### Assignment
Please say how many lines of the listing hold "Lakeview", with no other words in the answer.

### Data records
((
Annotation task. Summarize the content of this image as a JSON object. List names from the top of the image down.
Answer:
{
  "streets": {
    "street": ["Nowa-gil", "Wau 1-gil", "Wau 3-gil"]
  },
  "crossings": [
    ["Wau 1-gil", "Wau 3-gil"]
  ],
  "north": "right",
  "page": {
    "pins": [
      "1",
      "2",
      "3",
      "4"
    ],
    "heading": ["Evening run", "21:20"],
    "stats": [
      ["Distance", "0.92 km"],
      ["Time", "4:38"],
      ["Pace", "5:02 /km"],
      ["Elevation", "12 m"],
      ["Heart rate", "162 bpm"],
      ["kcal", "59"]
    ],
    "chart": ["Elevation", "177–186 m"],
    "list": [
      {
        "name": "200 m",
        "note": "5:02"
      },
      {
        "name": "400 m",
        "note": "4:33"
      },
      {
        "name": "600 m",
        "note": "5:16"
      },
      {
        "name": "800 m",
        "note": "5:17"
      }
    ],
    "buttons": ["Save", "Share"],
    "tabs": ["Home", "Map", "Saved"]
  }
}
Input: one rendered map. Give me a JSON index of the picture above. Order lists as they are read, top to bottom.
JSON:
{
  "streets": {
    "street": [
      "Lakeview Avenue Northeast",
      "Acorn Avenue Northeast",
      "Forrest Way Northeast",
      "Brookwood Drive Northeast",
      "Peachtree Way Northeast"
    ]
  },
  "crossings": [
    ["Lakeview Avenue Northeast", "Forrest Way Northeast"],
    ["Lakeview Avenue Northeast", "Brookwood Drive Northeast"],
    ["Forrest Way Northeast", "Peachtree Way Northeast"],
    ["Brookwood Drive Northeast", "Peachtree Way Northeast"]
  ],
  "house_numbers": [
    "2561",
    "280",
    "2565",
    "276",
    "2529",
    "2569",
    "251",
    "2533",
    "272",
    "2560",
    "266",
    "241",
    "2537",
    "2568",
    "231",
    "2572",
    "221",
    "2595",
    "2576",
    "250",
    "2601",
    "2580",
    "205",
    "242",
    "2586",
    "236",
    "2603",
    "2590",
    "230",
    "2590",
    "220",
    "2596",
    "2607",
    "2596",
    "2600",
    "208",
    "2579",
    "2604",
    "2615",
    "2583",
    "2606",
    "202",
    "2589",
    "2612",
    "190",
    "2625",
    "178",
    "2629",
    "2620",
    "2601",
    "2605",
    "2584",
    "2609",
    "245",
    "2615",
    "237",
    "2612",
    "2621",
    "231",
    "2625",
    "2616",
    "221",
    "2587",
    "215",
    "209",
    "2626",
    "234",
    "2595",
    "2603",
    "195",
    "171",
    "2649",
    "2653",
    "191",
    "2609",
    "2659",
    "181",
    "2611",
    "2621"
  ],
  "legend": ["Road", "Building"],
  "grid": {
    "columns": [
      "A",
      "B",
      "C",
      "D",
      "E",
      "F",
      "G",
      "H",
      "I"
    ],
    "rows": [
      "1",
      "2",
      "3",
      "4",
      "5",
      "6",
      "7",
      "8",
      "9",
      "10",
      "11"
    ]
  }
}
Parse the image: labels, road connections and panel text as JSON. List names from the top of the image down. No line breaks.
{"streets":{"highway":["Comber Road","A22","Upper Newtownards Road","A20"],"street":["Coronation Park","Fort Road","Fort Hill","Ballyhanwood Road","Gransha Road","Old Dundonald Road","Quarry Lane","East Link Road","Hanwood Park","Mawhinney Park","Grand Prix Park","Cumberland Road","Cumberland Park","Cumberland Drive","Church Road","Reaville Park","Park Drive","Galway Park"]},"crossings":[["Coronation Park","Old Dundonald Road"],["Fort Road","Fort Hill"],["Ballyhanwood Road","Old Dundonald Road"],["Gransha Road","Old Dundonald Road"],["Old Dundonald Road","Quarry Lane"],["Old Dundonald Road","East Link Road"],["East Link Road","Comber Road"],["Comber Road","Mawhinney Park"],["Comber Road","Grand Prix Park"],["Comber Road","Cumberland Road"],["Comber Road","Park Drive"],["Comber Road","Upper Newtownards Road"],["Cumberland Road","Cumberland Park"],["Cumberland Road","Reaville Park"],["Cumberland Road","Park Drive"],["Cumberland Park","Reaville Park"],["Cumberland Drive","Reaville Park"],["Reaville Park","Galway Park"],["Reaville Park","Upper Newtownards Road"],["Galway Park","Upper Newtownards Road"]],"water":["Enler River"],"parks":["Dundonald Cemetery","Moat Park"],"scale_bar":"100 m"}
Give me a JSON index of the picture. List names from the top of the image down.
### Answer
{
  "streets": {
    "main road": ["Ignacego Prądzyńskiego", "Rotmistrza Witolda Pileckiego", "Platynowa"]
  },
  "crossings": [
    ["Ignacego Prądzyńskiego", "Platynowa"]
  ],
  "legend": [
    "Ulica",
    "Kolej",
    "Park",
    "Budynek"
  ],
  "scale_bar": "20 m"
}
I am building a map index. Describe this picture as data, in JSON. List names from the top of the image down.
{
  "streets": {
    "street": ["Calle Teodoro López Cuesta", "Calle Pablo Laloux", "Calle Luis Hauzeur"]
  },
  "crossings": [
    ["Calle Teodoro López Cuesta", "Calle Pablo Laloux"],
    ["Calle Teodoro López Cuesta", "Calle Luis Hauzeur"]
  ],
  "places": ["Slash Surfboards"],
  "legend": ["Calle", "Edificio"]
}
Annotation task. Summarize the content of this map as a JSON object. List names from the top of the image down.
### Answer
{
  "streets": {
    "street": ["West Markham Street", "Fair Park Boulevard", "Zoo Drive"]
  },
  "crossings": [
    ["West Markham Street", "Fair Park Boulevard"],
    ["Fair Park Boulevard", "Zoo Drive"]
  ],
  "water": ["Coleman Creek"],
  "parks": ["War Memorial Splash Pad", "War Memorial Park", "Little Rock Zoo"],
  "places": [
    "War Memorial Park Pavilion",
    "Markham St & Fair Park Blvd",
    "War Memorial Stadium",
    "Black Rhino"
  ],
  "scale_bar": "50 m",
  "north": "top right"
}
))
### Answer to this task
3